Disrespectful Behavior
The authors found that “feeling disrespected at work has the largest negative impact on an employee’s overall rating of their corporate culture of any single topic.” Lack of respect can occur in many areas. The most obvious is the lack of a speak up culture where employees understand it is useless to raise issues to management; whether serious matters such as FCPA violations to more straight-forward ideas such as process improvement. It can also be something as simple as whether or not to return to the office on a fulltime basis and whether management listens to employees about their desires to continue working from home or utilize some type of hybrid working arrangement. The authors noted, “whether you analyze culture at the level of the individual employee or aggregate to the organization as a whole, respect toward employees rises to the top of the list of cultural elements that matter most.”
Ethical Behavior
The authors believe that ethics “is a fundamental aspect of culture that matters at both the organizational and individual levels.” Interestingly, there are several different aspects to ‘ethics’ that every CCO needs to consider. Unethical behavior is “about integrity and ethics within an organization.” It also includes dishonesty, which “employees described dishonest behavior in many ways”, from outright lying to making false promises to shading the truth to simply “sugarcoating.” Under regulatory compliance employees talked about failure to comply with applicable regulations, including failure around safety standards.
Cutthroat Behavior
I found this category fascinating as it included both uncooperative co-workers and the lack of harmonization across organizational silos. This was not simply “friction in coordination” but situations where “employees talked about colleagues actively undermining one another.” It included what the authors termed as a “vivid lexicon to describe their workplace, including “dog-eat-dog” and “Darwinian” and talked about coworkers who “throw one another under the bus,” “stab each other in the back,” or “sabotage one another.””
Abusive Behavior
Having worked in law firms long ago, I understand abusive behavior. The authors called it “sustained hostile behavior toward employees” including such actions as “bullying, yelling, or shouting at employees, belittling or demeaning subordinates, verbally abusing people, and condescending or talking down to employees.” While one would hope such behaviors do not exist in the 21st century, they apparently still do. 0.8% of the employees surveyed for the article described their manager as abusive, however, when employees did mention abusive managers, it significantly depressed a corporate culture.

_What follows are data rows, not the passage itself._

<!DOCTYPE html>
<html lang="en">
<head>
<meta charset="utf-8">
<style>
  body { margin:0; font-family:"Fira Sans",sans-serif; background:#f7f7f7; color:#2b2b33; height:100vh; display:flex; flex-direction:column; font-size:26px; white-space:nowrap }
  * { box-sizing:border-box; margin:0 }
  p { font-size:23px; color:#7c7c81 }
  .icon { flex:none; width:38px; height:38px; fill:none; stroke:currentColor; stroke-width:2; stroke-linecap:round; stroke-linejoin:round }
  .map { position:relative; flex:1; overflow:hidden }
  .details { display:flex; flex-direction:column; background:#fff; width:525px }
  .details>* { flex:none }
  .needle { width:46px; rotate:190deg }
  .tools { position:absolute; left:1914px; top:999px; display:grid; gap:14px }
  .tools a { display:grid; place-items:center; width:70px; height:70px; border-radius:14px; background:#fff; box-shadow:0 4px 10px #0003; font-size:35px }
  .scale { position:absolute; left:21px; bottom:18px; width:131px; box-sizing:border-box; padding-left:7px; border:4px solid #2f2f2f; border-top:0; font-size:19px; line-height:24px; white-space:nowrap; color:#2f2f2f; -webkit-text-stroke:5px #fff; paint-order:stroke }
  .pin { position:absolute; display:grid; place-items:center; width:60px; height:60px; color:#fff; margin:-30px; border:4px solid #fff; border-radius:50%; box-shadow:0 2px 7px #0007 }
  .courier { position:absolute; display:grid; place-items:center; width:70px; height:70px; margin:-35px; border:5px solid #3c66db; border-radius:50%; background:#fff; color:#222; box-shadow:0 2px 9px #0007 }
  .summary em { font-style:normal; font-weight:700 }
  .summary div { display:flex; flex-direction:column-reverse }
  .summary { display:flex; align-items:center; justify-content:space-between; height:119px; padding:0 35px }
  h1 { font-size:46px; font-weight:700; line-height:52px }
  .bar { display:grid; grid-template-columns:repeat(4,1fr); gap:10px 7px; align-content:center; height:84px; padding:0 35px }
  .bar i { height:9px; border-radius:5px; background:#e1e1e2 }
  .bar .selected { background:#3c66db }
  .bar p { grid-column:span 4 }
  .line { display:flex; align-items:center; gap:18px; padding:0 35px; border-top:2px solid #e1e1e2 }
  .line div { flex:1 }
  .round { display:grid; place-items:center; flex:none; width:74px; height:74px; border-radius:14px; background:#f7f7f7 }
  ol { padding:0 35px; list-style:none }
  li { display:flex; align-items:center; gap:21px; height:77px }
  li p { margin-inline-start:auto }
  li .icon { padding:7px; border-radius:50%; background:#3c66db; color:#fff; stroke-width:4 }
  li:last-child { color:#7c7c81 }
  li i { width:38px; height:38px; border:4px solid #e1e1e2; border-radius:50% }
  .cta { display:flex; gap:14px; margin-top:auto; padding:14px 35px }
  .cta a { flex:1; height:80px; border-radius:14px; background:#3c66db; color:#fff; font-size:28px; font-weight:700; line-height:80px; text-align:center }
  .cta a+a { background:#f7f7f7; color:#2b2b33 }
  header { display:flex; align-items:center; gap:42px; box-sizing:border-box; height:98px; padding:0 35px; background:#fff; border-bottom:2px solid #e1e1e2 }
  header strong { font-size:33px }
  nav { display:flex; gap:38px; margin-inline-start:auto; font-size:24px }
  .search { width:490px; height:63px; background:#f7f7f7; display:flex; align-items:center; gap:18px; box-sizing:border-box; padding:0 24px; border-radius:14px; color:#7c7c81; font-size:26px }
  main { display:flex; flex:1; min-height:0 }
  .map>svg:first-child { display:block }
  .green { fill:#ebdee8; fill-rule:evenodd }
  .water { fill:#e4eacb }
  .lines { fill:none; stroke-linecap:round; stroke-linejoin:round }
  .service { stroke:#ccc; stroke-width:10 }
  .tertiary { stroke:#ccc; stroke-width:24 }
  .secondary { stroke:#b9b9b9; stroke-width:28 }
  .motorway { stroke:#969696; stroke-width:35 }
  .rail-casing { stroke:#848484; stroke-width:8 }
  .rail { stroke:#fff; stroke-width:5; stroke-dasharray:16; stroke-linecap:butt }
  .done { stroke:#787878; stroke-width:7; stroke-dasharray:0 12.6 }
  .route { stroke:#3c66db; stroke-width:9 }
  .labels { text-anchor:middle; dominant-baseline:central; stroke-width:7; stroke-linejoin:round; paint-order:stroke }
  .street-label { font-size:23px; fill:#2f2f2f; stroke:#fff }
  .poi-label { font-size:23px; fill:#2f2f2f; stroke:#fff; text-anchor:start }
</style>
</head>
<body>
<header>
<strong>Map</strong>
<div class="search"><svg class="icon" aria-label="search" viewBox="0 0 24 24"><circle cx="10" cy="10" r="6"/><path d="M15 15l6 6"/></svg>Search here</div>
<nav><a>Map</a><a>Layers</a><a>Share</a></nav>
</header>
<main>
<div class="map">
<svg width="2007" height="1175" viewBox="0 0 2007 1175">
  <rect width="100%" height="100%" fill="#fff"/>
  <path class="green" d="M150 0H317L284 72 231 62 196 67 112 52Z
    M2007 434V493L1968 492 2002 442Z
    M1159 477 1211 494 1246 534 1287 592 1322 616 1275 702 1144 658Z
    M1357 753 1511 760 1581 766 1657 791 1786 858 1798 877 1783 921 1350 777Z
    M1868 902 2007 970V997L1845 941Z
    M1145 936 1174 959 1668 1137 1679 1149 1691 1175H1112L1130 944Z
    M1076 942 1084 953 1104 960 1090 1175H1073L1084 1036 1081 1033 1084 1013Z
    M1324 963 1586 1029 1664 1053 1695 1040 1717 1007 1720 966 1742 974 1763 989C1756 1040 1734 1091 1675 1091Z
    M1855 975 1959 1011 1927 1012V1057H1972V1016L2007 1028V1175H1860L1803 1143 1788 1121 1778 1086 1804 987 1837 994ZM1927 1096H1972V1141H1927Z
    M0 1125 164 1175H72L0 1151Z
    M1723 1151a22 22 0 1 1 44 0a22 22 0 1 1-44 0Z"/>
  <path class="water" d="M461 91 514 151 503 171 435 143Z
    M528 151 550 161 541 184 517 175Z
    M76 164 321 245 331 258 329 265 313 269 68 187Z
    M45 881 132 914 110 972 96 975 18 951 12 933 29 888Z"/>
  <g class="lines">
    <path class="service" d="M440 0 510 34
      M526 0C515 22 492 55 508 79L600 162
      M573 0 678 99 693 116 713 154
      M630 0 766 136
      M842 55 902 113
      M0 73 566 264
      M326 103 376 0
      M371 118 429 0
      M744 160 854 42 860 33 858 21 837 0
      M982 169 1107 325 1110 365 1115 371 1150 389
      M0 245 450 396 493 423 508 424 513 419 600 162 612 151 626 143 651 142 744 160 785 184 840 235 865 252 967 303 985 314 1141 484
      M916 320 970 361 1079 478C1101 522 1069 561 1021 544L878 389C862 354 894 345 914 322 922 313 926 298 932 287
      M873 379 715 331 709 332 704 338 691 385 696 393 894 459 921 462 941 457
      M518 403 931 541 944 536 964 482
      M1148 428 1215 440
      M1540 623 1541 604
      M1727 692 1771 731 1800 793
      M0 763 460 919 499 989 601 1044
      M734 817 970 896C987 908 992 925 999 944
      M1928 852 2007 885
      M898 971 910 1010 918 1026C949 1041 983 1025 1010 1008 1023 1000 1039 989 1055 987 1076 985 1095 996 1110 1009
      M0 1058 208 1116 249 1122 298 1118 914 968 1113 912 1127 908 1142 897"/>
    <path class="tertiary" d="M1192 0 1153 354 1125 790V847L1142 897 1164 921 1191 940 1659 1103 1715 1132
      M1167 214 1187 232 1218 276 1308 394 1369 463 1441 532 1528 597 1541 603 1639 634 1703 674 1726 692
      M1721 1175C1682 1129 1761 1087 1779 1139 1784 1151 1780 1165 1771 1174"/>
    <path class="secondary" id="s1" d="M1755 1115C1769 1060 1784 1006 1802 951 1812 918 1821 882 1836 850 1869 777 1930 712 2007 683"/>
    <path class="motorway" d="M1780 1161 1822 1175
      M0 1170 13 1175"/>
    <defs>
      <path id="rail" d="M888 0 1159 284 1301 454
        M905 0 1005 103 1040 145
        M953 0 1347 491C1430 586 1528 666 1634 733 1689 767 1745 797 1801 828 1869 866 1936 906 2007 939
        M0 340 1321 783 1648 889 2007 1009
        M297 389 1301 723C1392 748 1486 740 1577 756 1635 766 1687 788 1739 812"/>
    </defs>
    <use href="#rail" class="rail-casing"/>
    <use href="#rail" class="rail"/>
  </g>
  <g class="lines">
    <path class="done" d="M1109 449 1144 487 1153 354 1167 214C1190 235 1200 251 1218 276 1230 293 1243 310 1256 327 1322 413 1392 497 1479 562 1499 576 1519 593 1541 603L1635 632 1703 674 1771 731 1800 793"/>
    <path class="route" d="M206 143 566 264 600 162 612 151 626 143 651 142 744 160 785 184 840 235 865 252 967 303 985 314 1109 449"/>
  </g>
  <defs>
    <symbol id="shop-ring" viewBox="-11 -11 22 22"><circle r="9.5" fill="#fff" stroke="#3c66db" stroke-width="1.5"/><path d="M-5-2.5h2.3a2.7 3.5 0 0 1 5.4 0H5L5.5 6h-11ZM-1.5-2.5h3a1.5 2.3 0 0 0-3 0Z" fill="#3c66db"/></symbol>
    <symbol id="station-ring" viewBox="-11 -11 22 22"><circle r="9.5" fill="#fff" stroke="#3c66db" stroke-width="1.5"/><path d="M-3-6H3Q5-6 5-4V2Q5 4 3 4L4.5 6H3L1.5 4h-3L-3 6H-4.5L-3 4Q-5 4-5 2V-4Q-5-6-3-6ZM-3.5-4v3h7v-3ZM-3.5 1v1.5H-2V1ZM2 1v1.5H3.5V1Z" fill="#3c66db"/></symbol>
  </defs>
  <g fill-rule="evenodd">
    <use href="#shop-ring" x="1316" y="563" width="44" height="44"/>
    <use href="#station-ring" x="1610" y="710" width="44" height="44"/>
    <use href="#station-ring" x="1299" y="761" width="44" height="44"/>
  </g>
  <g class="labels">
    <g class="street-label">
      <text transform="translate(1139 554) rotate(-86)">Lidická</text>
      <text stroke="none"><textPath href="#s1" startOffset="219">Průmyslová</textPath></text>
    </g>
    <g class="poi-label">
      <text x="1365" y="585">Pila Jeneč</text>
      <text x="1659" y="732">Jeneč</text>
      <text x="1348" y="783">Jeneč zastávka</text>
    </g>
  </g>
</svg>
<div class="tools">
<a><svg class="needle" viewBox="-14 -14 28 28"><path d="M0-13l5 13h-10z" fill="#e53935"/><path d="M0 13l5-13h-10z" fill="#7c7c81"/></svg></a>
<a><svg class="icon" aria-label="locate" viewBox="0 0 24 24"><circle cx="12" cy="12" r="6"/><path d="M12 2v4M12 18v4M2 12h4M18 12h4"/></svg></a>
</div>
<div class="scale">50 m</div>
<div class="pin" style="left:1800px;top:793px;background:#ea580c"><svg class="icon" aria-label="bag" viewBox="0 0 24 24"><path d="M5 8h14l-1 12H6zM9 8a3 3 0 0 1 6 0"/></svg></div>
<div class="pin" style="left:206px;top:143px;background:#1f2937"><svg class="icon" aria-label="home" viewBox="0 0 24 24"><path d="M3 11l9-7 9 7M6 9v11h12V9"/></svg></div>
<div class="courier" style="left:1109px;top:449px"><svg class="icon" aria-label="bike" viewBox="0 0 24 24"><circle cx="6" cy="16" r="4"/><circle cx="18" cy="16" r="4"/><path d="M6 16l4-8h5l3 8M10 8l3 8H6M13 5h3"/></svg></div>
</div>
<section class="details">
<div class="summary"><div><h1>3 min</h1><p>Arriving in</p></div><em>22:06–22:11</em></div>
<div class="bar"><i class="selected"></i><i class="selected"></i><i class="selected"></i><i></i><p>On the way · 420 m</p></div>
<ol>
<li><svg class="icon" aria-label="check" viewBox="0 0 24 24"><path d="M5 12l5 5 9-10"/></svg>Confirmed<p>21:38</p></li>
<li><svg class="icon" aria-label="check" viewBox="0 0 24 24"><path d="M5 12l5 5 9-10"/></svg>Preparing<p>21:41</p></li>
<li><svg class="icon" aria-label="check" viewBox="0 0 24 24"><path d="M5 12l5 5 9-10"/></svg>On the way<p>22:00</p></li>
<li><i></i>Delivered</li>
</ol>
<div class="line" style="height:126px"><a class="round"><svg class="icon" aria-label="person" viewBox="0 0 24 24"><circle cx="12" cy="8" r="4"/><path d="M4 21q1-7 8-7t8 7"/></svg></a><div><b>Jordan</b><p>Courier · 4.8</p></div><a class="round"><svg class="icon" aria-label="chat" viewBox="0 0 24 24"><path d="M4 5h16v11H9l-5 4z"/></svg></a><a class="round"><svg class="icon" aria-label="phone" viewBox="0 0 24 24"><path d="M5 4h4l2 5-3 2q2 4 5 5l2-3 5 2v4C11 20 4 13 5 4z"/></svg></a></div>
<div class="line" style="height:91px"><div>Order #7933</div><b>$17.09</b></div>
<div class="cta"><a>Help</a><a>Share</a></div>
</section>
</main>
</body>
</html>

What CCOs and compliance professionals should try to drive forward is a “culture that is inclusive, respectful, ethical, collaborative, and free from abuse by those in positions of power.” But the authors caution that these are really the “baseline elements of a healthy corporate culture.” Employees want more than the basics and other stakeholders in an organization want companies to have strong official core values. In an interview with LRN’s Susan Divers, she called it the ‘value in values’. From the compliance professional’s perspective in means values like integrity, collaboration, respectful, and DEI.